Año 1991. Tras la ridícula eliminación de la selección mexicana de la Copa del Mundo Italia 1990 debido al escándalo de los cachirules, Televisa perdió el control de la Federación Mexicana de Fútbol. Los nuevos federativos, Francisco Ibarra y Emilio Maurer, decidieron dar un salto de calidad para el bocabajeado futbol nacional; a la par del inicio del cabildeo que le permitiera participar a los clubes y selección mexicanos en competencias sudamericanas —Copa Libertadores y Copa América—, decidieron contratar como director técnico del conjunto tricolor nada menos que a César Luis Menotti, quien apenas pisó suelo mexicano declaró: “vengo a ser campeón del mundo”, frase que caló hondo en el acomodaticio ambiente futbolero nacional, cuyas emblemáticas cabezas de ratón: Nacho Trelles, Carlos Miloc, Fernando Marcos y más, tácitamente realizaron un frente común ante ese extraño enemigo que osare profanar con sus plantas “su suelo”, su futbol. Nunca les cayó el veinte que, si Menotti afirmaba venir a ser campeón del mundo, era, simple y sencillamente, porque podía hacerlo. Es más, ya lo había logrado. Dos años más tarde, el golpe federativo de Televisa. Emilio Maurer terminó encarcelado; Francisco Ibarra, obligado a ceder las transmisiones de su club, Atlas, a Televisa; y el Flaco Menotti, por dignidad, renunció. No obstante con la inercia menottista se logró llegar a octavos de final en la Copa del Mundo Estados Unidos 1994, la mediocridad triunfó. El tibio Miguel Mejía Barón regresó al conjunto mexica al entorno de vicios y comodidades anterior. Todo cambió para quedar igual. El imaginar ser campeón del mundo volvió a ser una utopía, y las cabezas de ratón conservaron su mediocre status quo, acrecentado desde 1970 tras la adopción del sistema de grupos en la liga.
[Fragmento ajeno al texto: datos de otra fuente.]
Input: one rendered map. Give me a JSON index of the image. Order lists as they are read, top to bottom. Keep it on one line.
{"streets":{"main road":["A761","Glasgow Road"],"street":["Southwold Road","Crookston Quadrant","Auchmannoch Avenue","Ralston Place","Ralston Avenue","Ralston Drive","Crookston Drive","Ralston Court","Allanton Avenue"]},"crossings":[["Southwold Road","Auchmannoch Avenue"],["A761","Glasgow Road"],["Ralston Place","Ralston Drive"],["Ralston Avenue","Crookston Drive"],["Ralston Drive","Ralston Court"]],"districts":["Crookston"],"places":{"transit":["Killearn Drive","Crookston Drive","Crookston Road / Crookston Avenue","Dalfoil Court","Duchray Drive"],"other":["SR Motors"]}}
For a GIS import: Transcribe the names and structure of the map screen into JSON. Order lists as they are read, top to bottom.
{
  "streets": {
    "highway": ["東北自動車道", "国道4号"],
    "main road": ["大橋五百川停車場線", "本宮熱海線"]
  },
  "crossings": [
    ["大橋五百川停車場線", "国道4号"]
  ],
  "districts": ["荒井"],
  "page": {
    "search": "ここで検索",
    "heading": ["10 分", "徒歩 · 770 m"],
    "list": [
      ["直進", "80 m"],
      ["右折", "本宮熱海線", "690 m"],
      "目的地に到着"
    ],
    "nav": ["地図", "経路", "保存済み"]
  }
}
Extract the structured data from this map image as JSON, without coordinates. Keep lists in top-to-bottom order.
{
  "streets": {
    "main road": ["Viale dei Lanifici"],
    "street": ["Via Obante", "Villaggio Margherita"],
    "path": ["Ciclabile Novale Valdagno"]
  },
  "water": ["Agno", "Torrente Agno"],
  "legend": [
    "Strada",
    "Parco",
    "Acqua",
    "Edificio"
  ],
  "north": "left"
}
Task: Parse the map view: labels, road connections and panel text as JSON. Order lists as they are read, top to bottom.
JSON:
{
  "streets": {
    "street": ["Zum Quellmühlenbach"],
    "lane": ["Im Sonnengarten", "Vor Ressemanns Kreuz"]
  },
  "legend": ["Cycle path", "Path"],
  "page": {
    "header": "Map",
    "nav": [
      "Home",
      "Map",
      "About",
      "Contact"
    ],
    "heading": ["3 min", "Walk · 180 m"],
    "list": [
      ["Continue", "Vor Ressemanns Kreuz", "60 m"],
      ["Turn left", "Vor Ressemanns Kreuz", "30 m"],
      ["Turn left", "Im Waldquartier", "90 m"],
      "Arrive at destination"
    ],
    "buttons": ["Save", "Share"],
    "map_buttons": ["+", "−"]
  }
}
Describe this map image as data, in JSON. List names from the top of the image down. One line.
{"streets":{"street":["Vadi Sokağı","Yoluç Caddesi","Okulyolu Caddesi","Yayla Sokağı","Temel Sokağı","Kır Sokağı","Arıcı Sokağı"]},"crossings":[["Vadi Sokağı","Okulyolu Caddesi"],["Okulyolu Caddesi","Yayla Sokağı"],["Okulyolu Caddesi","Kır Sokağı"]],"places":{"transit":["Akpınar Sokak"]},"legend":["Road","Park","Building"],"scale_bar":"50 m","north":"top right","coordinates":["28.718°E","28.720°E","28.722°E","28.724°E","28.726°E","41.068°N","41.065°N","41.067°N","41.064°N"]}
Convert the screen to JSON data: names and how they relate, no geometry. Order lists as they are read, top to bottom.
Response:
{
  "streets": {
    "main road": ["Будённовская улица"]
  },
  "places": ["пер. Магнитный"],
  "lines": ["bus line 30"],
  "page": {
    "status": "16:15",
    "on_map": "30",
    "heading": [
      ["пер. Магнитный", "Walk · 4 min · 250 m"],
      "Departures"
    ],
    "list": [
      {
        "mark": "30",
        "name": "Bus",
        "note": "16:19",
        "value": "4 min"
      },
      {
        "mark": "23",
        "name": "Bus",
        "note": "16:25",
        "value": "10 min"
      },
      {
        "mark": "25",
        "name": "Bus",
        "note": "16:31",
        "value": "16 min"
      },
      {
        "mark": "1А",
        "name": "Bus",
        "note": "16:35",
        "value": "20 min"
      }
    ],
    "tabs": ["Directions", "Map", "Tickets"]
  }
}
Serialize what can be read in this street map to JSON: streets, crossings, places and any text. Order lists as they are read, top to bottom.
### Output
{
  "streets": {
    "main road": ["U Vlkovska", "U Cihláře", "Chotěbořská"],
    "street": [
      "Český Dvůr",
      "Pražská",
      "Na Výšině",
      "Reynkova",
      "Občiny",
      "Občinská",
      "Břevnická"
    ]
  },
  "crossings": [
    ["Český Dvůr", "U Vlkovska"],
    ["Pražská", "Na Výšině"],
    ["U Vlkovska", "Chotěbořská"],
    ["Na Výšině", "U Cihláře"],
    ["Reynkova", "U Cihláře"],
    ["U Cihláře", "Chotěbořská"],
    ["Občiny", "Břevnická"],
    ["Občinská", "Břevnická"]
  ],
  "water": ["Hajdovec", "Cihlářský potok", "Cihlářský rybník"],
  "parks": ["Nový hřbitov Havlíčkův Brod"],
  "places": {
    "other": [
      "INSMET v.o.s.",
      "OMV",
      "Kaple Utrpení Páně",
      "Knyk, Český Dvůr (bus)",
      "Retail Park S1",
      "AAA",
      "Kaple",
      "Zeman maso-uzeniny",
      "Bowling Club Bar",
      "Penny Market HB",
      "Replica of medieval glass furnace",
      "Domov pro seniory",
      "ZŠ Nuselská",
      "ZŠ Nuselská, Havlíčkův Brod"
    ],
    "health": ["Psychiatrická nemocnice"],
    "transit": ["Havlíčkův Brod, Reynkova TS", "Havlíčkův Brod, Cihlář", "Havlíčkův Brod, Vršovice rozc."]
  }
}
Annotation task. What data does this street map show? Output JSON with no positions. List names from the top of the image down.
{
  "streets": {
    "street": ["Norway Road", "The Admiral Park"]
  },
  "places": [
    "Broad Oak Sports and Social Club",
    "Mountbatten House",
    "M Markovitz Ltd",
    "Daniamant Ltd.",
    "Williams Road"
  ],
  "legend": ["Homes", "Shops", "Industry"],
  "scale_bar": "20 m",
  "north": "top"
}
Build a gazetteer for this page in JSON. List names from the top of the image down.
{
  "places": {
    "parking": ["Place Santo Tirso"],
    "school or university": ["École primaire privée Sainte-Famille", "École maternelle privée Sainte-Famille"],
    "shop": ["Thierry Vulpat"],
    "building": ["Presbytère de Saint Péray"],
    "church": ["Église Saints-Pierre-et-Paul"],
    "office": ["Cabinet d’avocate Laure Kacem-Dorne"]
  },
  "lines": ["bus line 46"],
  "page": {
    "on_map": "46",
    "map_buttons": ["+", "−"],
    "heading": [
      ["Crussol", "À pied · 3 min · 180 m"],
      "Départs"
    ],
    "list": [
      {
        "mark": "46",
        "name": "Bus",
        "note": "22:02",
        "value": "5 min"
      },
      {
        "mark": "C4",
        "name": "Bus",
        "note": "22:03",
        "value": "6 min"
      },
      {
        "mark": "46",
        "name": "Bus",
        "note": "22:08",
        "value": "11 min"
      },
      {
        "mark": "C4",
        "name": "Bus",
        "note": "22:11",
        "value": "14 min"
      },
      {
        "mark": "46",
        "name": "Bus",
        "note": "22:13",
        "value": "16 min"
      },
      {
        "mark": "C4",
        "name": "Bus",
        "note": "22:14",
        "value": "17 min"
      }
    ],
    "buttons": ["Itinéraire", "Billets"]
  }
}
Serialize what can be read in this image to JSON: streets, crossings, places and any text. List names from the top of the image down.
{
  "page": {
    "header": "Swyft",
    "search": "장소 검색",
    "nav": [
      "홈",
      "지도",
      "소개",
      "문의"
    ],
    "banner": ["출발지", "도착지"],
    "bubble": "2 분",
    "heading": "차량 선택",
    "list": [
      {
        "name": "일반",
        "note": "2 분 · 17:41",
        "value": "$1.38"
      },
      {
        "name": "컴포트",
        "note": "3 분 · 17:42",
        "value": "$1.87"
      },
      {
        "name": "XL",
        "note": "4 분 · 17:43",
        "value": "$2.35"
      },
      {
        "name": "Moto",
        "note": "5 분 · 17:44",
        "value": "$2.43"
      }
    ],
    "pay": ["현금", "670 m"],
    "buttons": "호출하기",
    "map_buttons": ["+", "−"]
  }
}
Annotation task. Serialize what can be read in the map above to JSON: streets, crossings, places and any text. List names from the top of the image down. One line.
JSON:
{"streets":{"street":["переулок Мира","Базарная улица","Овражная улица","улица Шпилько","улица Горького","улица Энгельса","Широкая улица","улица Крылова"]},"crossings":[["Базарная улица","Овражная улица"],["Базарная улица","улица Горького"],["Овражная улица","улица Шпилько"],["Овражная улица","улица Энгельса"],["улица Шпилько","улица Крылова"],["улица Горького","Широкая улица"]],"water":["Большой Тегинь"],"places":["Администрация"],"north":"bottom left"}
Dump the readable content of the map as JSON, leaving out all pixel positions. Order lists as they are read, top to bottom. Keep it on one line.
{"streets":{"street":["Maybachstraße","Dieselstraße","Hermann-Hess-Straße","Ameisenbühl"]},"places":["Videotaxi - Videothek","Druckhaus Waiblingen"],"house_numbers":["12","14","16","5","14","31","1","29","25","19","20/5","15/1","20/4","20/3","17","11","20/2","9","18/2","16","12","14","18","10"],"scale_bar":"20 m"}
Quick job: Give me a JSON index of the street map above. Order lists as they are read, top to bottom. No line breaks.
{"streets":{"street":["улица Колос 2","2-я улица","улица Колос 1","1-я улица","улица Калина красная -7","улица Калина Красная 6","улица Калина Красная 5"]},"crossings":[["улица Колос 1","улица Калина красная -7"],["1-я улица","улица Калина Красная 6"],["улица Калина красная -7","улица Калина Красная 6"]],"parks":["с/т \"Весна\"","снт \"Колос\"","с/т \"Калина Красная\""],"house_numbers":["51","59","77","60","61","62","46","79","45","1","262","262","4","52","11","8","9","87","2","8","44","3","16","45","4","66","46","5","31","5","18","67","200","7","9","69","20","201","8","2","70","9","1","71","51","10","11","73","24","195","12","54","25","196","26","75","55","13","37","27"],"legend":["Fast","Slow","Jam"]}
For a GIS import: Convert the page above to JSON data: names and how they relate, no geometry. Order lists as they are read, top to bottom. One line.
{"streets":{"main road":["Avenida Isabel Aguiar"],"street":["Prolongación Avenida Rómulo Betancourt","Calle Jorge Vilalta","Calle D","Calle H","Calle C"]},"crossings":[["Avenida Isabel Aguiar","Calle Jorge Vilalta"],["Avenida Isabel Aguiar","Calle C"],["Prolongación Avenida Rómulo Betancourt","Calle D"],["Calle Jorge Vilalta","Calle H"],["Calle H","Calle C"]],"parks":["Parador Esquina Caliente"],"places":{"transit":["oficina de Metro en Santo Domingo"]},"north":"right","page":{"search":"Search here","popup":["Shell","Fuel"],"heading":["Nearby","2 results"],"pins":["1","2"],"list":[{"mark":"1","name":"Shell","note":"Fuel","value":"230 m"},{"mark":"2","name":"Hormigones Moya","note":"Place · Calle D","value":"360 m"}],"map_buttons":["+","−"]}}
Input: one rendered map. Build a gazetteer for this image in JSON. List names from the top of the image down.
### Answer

Domingo 17 de junio de 2018. Cae la noche. Las celebraciones por el triunfo ante die mannschaft aún continúan en todo el mundo en el que se encuentre algún mexicano. El entorno del jugador nacional ha cambiado: las competiciones en categorías inferiores son la norma, ya no la excepción; el jugador crece sabiendo que se puede ser el mejor del mundo: dos campeonatos mundiales sub-17 lo comprueban, el subcampeonato obtenido hace una semana en Toulón reconfirma la posición; en la liga se abrogó el sistema de grupos: no es lo ideal, pero ya no se premia a un suertudo décimosegundo lugar con el pase a una postemporada que no merece; el número de jugadores que emigran a las mejores ligas del mundo crece cada vez más, casos como el de Hirving Lozano o el juvenil Uriel Antuna quien, con muy pocos minutos jugados con el primer equipo de su escuadra, Santos Laguna, fue reclutado para ir al futbol holandés; quienes emigran al sueño europeo para nada extrañan la comodidad de la liga doméstica, no sufren el síndrome del jamaicón, igual y ni siquiera han escuchado hablar de él. Ahora escucho a Luis García parodiar, en su cara, a David Faitelson cuando pregunta: “¿está México para campeón?” Faitelson se molesta y plantea que México no tiene con qué ser campeón del mundo, con la misma seguridad con la que, apenas un día antes, reducía a cero las posibilidades tricolores de obtener al menos un empate ante el once teutón.

¿Está nuestra selección para campeonar? Es difícil. Mucho. Lo que sí es un hecho es que, con el triunfo ayer conseguido, el pesimismo y las evocaciones de nuestro mediocre pasado han quedado, cuando menos momentáneamente, olvidadas. Ahora se habla de segunda ronda y, ¿por qué no? del título. Campeón o no, la actuación brindada ayer por la oncena mexicana nos demuestra que, dar ese salto de calidad soñado hace poco menos de treinta años por los señores Maurer e Ibarra, es posible. De darse, sería, como en aquel entonces, de la mano de un extranjero incomprendido y vilipendiado por los sectores más mediocres y retardatarios del entorno futbolero mexicano.

Agradezco sus opiniones y comentarios.